**What is needed**
Extract the lines up to and including the one that contains "0 #8c8d92) drop-shadow(-1px", starting with the first line of the entries below, and omit the pictures.

[Data for analysis Boundary: Start]

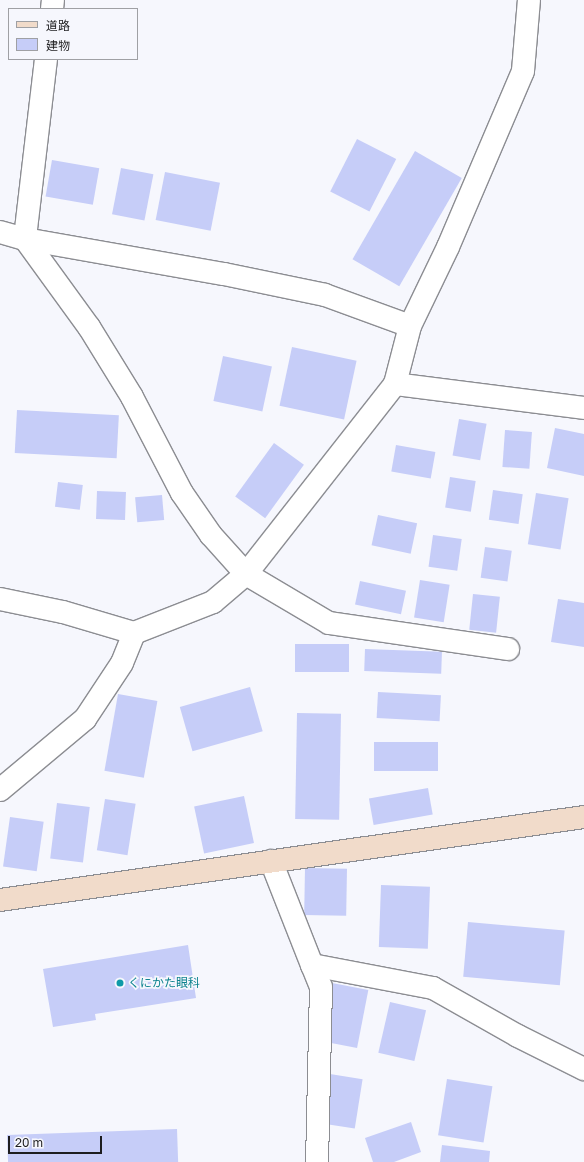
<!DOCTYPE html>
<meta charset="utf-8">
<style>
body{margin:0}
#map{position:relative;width:584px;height:1162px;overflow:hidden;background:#f6f7fd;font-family:"Golos Text","Noto Sans JP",sans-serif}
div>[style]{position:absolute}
.building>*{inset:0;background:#c6cdf8;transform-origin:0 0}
.roads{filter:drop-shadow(1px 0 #8c8d92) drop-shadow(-1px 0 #8c8d92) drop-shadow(0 1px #8c8d92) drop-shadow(0 -1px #8c8d92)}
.street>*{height:22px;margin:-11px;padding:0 11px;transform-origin:11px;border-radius:11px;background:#fff}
.secondary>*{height:22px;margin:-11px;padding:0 11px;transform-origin:11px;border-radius:11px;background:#f1dbca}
.dots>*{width:11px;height:11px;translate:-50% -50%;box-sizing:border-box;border:2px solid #f6f7fd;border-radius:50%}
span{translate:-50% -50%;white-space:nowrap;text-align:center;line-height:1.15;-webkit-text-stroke:3.5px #f6f7fd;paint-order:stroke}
.culture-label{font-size:12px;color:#0d838f}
.left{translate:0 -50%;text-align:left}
.legend{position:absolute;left:8px;top:8px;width:130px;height:52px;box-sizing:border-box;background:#f6f7fd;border:1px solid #9fa0a4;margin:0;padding:5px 7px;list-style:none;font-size:12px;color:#1d1d1f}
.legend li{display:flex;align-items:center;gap:8px;height:20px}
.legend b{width:20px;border:1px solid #9fa0a4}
.scale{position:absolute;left:8px;top:1136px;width:94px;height:18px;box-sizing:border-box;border:2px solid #1d1d1f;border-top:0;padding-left:5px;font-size:12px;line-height:14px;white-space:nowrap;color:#1d1d1f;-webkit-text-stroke:3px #f6f7fd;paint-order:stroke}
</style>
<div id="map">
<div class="building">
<div style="left:357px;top:139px;width:44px;height:59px;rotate:27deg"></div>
<div style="left:415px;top:151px;width:54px;height:125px;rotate:30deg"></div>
<div style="left:52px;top:160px;width:48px;height:37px;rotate:10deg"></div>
<div style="left:121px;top:168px;width:33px;height:47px;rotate:11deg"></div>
<div style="left:165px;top:172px;width:56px;height:49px;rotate:11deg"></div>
<div style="left:292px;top:347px;width:66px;height:60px;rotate:12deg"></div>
<div style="left:223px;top:356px;width:50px;height:46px;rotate:12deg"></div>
<div style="left:17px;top:410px;width:102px;height:43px;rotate:3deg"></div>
<div style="left:459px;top:419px;width:28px;height:37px;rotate:10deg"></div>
<div style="clip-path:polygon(555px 428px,584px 434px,584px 476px,547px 468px)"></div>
<div style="left:505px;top:430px;width:27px;height:37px;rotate:4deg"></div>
<div style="left:274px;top:443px;width:37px;height:66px;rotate:36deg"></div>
<div style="left:396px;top:445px;width:40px;height:27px;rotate:10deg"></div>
<div style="left:450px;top:477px;width:26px;height:31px;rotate:9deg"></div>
<div style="left:58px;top:482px;width:25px;height:25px;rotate:7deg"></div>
<div style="left:493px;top:490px;width:30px;height:30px;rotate:8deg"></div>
<div style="left:97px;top:491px;width:29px;height:28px;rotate:2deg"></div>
<div style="left:536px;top:493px;width:33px;height:52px;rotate:9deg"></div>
<div style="left:162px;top:495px;width:25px;height:27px;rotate:85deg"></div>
<div style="left:378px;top:515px;width:40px;height:31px;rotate:12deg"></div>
<div style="left:433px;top:535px;width:29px;height:32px;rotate:8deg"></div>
<div style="left:485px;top:547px;width:27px;height:31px;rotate:8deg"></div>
<div style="left:420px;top:580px;width:30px;height:38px;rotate:9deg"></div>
<div style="left:360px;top:581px;width:47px;height:24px;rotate:12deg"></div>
<div style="left:473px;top:594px;width:27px;height:36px;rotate:6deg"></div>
<div style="clip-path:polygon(558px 599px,584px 603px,584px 647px,551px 642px)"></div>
<div style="left:295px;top:644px;width:54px;height:28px"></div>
<div style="left:365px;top:649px;width:77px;height:22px;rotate:2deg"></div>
<div style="left:250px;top:687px;width:46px;height:73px;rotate:74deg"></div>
<div style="left:378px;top:692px;width:63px;height:26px;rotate:3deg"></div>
<div style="left:118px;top:694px;width:40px;height:78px;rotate:10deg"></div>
<div style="left:297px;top:713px;width:44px;height:106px;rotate:1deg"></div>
<div style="left:374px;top:742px;width:64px;height:29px"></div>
<div style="left:428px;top:788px;width:27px;height:60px;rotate:80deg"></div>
<div style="left:244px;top:796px;width:48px;height:51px;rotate:78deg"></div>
<div style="left:105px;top:799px;width:31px;height:52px;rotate:9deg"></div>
<div style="left:57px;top:803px;width:33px;height:56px;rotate:7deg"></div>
<div style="left:10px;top:817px;width:34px;height:50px;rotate:8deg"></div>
<div style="left:305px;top:868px;width:42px;height:47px;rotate:1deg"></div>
<div style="left:381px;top:885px;width:49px;height:62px;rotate:2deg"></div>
<div style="left:468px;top:922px;width:97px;height:55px;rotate:5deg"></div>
<div style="clip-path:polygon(188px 945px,196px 998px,95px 1014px,96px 1020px,53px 1027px,43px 969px)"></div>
<div style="left:332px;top:983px;width:37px;height:59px;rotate:11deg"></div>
<div style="left:390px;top:1002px;width:37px;height:52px;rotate:13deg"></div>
<div style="left:330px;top:1074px;width:33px;height:50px;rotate:9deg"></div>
<div style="left:447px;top:1079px;width:46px;height:57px;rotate:9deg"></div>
<div style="clip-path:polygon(411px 1122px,421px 1152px,394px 1162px,373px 1162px,365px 1138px)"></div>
<div style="left:177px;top:1129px;width:33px;height:170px;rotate:88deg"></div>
<div style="clip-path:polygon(442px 1145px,490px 1151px,489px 1162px,440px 1162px)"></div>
</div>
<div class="roads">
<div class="street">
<div style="left:52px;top:9px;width:9px;rotate:-84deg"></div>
<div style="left:46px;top:59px;width:181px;rotate:96.7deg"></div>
<div style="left:25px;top:239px;width:109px;rotate:54deg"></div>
<div style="left:89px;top:327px;width:82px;rotate:58.4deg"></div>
<div style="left:132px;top:397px;width:108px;rotate:62.5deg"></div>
<div style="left:182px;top:493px;width:51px;rotate:55.4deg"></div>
<div style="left:211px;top:535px;width:52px;rotate:48.1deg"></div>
<div style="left:246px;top:574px;width:96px;rotate:30.6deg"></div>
<div style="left:329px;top:623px;width:181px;rotate:8.3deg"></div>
<div style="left:0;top:232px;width:26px;rotate:16deg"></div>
<div style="left:25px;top:239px;width:202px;rotate:10deg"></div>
<div style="left:224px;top:274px;width:103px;rotate:11.7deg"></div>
<div style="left:325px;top:295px;width:90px;rotate:20deg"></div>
<div style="left:395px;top:384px;width:191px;rotate:7.2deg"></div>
<div style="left:0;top:599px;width:64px;rotate:11.7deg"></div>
<div style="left:63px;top:612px;width:74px;rotate:16.5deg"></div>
<div style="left:0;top:790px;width:111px;rotate:-39.9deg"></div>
<div style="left:85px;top:719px;width:67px;rotate:-56.5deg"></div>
<div style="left:122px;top:663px;width:32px;rotate:-68deg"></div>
<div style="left:134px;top:633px;width:85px;rotate:-21.4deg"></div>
<div style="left:213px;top:602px;width:43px;rotate:-40.3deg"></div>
<div style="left:246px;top:574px;width:241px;rotate:-51.9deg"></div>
<div style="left:395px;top:384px;width:60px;rotate:-75.5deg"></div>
<div style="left:410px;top:326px;width:88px;rotate:-64.3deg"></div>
<div style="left:448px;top:247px;width:191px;rotate:-66.9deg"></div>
<div style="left:523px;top:71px;width:71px;rotate:-85.2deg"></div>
<div style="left:271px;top:861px;width:112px;rotate:68.5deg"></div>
<div style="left:312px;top:965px;width:123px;rotate:10.8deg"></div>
<div style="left:433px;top:988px;width:98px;rotate:29.5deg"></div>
<div style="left:518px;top:1036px;width:74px;rotate:26.6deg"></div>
<div style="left:312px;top:965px;width:24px;rotate:68deg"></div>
<div style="left:321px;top:987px;width:175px;rotate:91.3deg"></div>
</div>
<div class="secondary">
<div style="left:0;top:900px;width:590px;rotate:-8.09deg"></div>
</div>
</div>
<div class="dots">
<div style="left:120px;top:983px;background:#0f9aa8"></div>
</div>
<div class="culture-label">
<span class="left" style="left:128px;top:983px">くにかた眼科</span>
</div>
<ul class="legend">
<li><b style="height:5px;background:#f1dbca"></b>道路</li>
<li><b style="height:11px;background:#c6cdf8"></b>建物</li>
</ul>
<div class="scale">20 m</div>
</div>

[Data for analysis Boundary: End]

**Reply to the task**
<!DOCTYPE html>
<meta charset="utf-8">
<style>
body{margin:0}
#map{position:relative;width:584px;height:1162px;overflow:hidden;background:#f6f7fd;font-family:"Golos Text","Noto Sans JP",sans-serif}
div>[style]{position:absolute}
.building>*{inset:0;background:#c6cdf8;transform-origin:0 0}
.roads{filter:drop-shadow(1px 0 #8c8d92) drop-shadow(-1px 0 #8c8d92) drop-shadow(0 1px #8c8d92) drop-shadow(0 -1px #8c8d92)}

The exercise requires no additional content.